In vitro splicing of the ribosomal RNA precursor of Tetrahymena: involvement of a guanosine nucleotide in the excision of the intervening sequence.

In previous studies of transcription and splicing of the ribosomal RNA precursor in isolated Tetrahymena nuclei, we found that the intervening sequence (IVS) was excised as a unique linear RNA molecule and was subsequently cyclized. In the present work, transcription at low monovalent cation concentration is found to inhibit splicing and to lead to the accumulation of a splicing intermediate. This intermediate contains splicing activity that either is tightly bound to the RNA or is part of the RNA molecule itself. The intermediate is able to complete the excision of the IVS when it is incubated with a monovalent cation (75 mM (NH4)2SO4), a divalent cation (5-10 mM MgCl2) and a guanosine compound (1 microM GTP, GDP, GMP or guanosine). ATP, UTP, CTP and guanosine compounds without 2' and 3' hydroxyl groups are inactive in causing excision of the IVS. Accurate excision of the IVS, cyclization of the IVS and (apparently) ligation of the 26S rRNA sequences bordering the IVS all take place under these conditions, suggesting that a single activity is responsible for all three reactions.
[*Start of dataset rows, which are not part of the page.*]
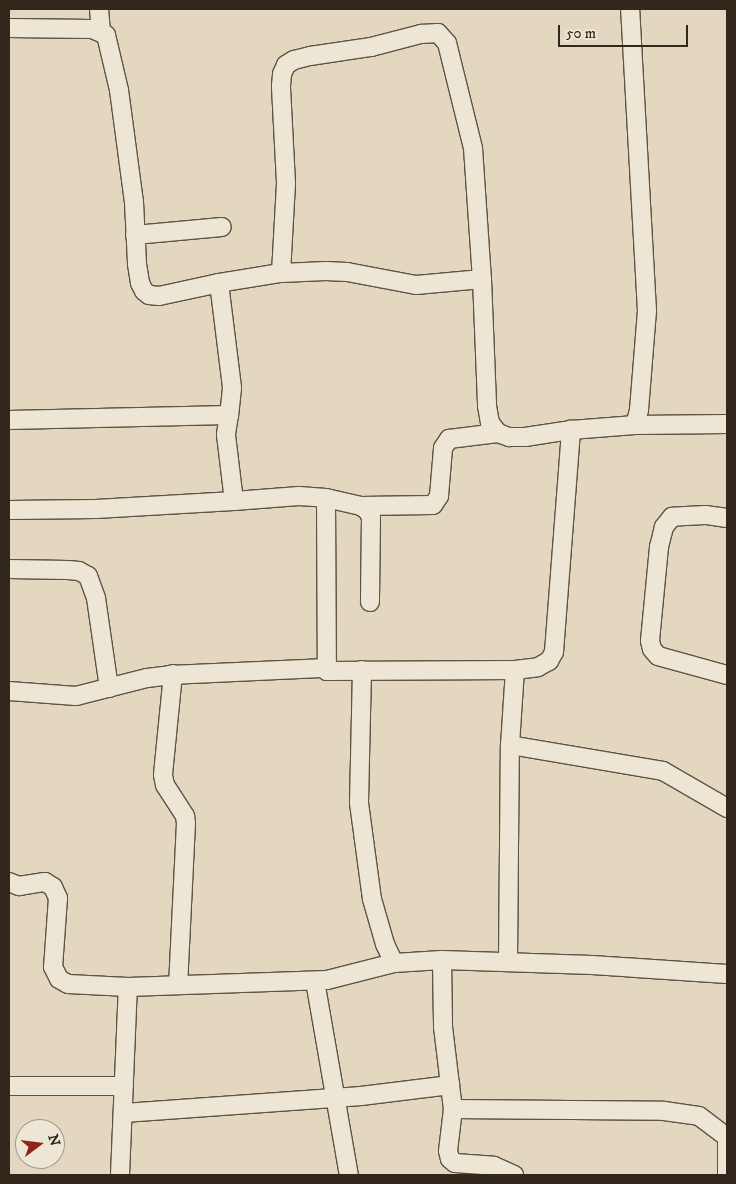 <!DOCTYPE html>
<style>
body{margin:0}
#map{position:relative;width:736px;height:1184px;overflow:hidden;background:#e3d8bf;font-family:"IM FELL DW Pica",serif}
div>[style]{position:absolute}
.roads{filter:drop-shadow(1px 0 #5e5346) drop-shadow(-1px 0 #5e5346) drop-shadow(0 1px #5e5346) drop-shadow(0 -1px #5e5346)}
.street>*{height:18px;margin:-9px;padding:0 9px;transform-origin:9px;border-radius:9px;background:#ede6d5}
span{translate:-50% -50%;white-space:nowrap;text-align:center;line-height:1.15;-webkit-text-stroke:5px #ede6d5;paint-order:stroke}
.frame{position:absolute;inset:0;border:10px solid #32271d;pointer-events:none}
.north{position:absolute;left:15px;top:1119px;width:50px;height:50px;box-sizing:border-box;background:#ede6d5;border:1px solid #a29a8b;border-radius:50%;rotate:75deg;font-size:14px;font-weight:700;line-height:20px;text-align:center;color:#32271d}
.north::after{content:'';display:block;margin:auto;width:18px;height:22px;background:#8f2418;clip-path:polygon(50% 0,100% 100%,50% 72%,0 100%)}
.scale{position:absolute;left:558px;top:25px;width:130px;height:22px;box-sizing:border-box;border:2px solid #32271d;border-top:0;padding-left:6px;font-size:15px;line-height:18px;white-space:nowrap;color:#32271d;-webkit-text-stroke:4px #ede6d5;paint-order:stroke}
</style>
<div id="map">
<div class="roads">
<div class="street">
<i style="left:99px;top:9px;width:22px;rotate:85deg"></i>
<i style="left:9px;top:28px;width:83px;rotate:0.7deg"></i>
<i style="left:92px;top:29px;width:15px;rotate:23deg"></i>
<i style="left:106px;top:35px;width:57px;rotate:76.7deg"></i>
<i style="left:119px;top:90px;width:113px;rotate:82.4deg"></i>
<i style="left:134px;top:202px;width:62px;rotate:87.2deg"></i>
<i style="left:137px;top:264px;width:19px;rotate:81deg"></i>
<i style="left:140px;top:283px;width:9px;rotate:63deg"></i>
<i style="left:144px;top:291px;width:6px;rotate:39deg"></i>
<i style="left:149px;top:295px;width:10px;rotate:6deg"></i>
<i style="left:159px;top:296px;width:61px;rotate:-12.2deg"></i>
<i style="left:219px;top:283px;width:106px;rotate:82.9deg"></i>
<i style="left:232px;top:388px;width:27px;rotate:96deg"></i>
<i style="left:135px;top:235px;width:87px;rotate:-5.3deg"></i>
<i style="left:482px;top:279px;width:66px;rotate:174.8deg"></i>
<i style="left:416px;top:285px;width:70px;rotate:-169.3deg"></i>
<i style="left:347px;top:272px;width:21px;rotate:-177deg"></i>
<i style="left:326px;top:271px;width:45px;rotate:177.5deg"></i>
<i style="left:281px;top:273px;width:90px;rotate:-86.8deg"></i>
<i style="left:286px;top:183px;width:97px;rotate:-93deg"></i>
<i style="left:281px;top:86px;width:12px;rotate:-85deg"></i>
<i style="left:282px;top:74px;width:10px;rotate:-66deg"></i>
<i style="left:286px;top:65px;width:9px;rotate:-32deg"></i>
<i style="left:294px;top:60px;width:16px;rotate:-14deg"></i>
<i style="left:310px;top:56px;width:62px;rotate:-8.4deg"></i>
<i style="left:371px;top:47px;width:52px;rotate:-14.6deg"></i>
<i style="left:421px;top:34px;width:17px;rotate:-3deg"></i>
<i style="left:438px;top:33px;width:13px;rotate:48deg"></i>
<i style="left:447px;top:43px;width:108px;rotate:76.1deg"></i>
<i style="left:473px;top:148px;width:131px;rotate:86.1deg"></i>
<i style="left:482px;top:279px;width:127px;rotate:87.7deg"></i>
<i style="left:487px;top:406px;width:17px;rotate:80deg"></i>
<i style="left:490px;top:423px;width:13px;rotate:51deg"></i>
<i style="left:219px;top:283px;width:63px;rotate:-9.2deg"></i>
<i style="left:9px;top:420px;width:220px;rotate:-1.3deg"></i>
<i style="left:229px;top:415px;width:20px;rotate:99deg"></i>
<i style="left:226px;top:435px;width:66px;rotate:83.1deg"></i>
<i style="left:234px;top:501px;width:65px;rotate:-4.4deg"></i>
<i style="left:299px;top:496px;width:27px;rotate:4deg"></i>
<i style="left:326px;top:498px;width:173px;rotate:89.7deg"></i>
<i style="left:327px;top:671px;width:188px;rotate:-0.3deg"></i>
<i style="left:515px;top:670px;width:23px;rotate:-7deg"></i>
<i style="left:538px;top:667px;width:13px;rotate:-29deg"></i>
<i style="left:549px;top:661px;width:10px;rotate:-61deg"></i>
<i style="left:554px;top:652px;width:223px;rotate:-85.6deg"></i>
<i style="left:571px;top:430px;width:64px;rotate:-4.5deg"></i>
<i style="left:635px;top:425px;width:16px;rotate:-75deg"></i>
<i style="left:639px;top:410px;width:99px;rotate:-85.4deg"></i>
<i style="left:647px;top:311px;width:302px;rotate:-93.2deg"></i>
<i style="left:635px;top:425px;width:92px;rotate:-0.6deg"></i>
<i style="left:326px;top:498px;width:36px;rotate:13deg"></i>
<i style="left:361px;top:506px;width:7px;rotate:34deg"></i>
<i style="left:367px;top:510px;width:8px;rotate:60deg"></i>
<i style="left:371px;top:517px;width:85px;rotate:90.7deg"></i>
<i style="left:361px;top:506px;width:72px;rotate:-0.8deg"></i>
<i style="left:433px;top:505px;width:11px;rotate:-56deg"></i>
<i style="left:439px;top:496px;width:48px;rotate:-85.2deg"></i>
<i style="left:443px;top:448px;width:11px;rotate:-56deg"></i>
<i style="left:449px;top:439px;width:49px;rotate:-7deg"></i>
<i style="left:498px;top:433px;width:12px;rotate:20deg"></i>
<i style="left:509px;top:437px;width:16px"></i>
<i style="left:525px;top:437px;width:47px;rotate:-8.7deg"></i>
<i style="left:9px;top:510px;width:87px;rotate:-0.7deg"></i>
<i style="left:96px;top:509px;width:138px;rotate:-3.3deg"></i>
<i style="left:727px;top:518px;width:22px;rotate:-172deg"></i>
<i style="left:705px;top:515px;width:33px;rotate:177deg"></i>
<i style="left:672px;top:517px;width:13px;rotate:129deg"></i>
<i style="left:664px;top:527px;width:21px;rotate:104deg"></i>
<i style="left:659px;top:547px;width:94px;rotate:95.5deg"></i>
<i style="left:650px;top:641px;width:8px;rotate:76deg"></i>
<i style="left:652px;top:649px;width:9px;rotate:49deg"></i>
<i style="left:658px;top:656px;width:72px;rotate:15.4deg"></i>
<i style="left:9px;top:569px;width:59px;rotate:1deg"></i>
<i style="left:68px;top:570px;width:11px;rotate:5deg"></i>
<i style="left:79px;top:571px;width:10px;rotate:29deg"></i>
<i style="left:88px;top:576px;width:23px;rotate:70deg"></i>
<i style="left:96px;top:598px;width:91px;rotate:81.8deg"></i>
<i style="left:362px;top:670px;width:133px;rotate:91.3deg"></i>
<i style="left:359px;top:803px;width:97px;rotate:82.3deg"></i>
<i style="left:372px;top:899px;width:47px;rotate:73.9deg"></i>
<i style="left:385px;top:944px;width:21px;rotate:65deg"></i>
<i style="left:173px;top:674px;width:101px;rotate:95.7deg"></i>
<i style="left:163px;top:775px;width:10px;rotate:79deg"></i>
<i style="left:165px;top:785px;width:37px;rotate:57deg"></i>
<i style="left:185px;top:816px;width:7px;rotate:82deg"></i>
<i style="left:186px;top:823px;width:162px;rotate:92.8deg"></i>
<i style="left:9px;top:691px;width:67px;rotate:4.3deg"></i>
<i style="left:76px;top:696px;width:73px;rotate:-14.2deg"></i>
<i style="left:147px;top:678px;width:23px;rotate:-7deg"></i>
<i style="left:170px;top:675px;width:157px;rotate:-2.6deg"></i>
<i style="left:510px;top:745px;width:155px;rotate:9.6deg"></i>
<i style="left:663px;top:771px;width:74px;rotate:30deg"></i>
<i style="left:9px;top:882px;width:11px;rotate:22deg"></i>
<i style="left:19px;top:886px;width:26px;rotate:-9deg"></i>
<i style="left:45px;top:882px;width:9px;rotate:32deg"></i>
<i style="left:53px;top:887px;width:12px;rotate:66deg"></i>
<i style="left:58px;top:898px;width:69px;rotate:94.1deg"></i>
<i style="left:53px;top:967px;width:13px;rotate:63deg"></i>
<i style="left:59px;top:979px;width:10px;rotate:29deg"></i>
<i style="left:68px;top:984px;width:60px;rotate:2.9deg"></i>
<i style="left:128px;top:987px;width:199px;rotate:-2deg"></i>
<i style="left:327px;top:980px;width:69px;rotate:-14.2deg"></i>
<i style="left:394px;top:963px;width:48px;rotate:-3.6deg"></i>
<i style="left:442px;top:960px;width:150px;rotate:1.9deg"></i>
<i style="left:592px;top:965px;width:135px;rotate:3.8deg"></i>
<i style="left:442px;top:960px;width:67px;rotate:89.1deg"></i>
<i style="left:443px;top:1027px;width:58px;rotate:83.1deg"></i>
<i style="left:508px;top:961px;width:216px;rotate:-89.5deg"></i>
<i style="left:510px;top:745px;width:75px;rotate:-86.2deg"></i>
<i style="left:315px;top:981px;width:197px;rotate:80.1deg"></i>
<i style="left:9px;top:1086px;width:115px"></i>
<i style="left:453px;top:1109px;width:42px;rotate:96.8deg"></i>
<i style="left:448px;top:1151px;width:8px;rotate:76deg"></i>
<i style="left:450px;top:1159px;width:6px;rotate:39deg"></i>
<i style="left:455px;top:1163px;width:39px;rotate:4deg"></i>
<i style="left:494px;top:1166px;width:22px;rotate:24deg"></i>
<i style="left:124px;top:1113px;width:238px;rotate:-4.1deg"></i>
<i style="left:361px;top:1096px;width:90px;rotate:-7deg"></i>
<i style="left:450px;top:1085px;width:24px;rotate:83deg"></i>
<i style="left:453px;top:1109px;width:211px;rotate:0.5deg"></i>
<i style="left:664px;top:1111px;width:35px;rotate:8deg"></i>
<i style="left:699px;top:1116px;width:35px;rotate:37deg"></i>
<i style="left:120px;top:1175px;width:188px;rotate:-87.6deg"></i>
<i style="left:727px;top:1175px;width:40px;rotate:-90deg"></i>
</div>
</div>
<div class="frame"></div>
<div class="north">N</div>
<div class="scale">50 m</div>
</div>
During excision of the IVS, the 3' hydroxyl of the guanosine moiety becomes linked to the 5' end of the IVS RNA via a normal phosphodiester bond. When GTP is used to drive the reaction, it is added intact without hydrolysis. Based on these results, we propose that Tetrahymena pre-rRNA splicing occurs by a phosphoester transferase mechanism. According to this model, the guanosine cofactor provides the free 3' hydroxyl necessary to initiate a series of three transfers that results in splicing of the pre-rRNA and cyclization of the excised IVS.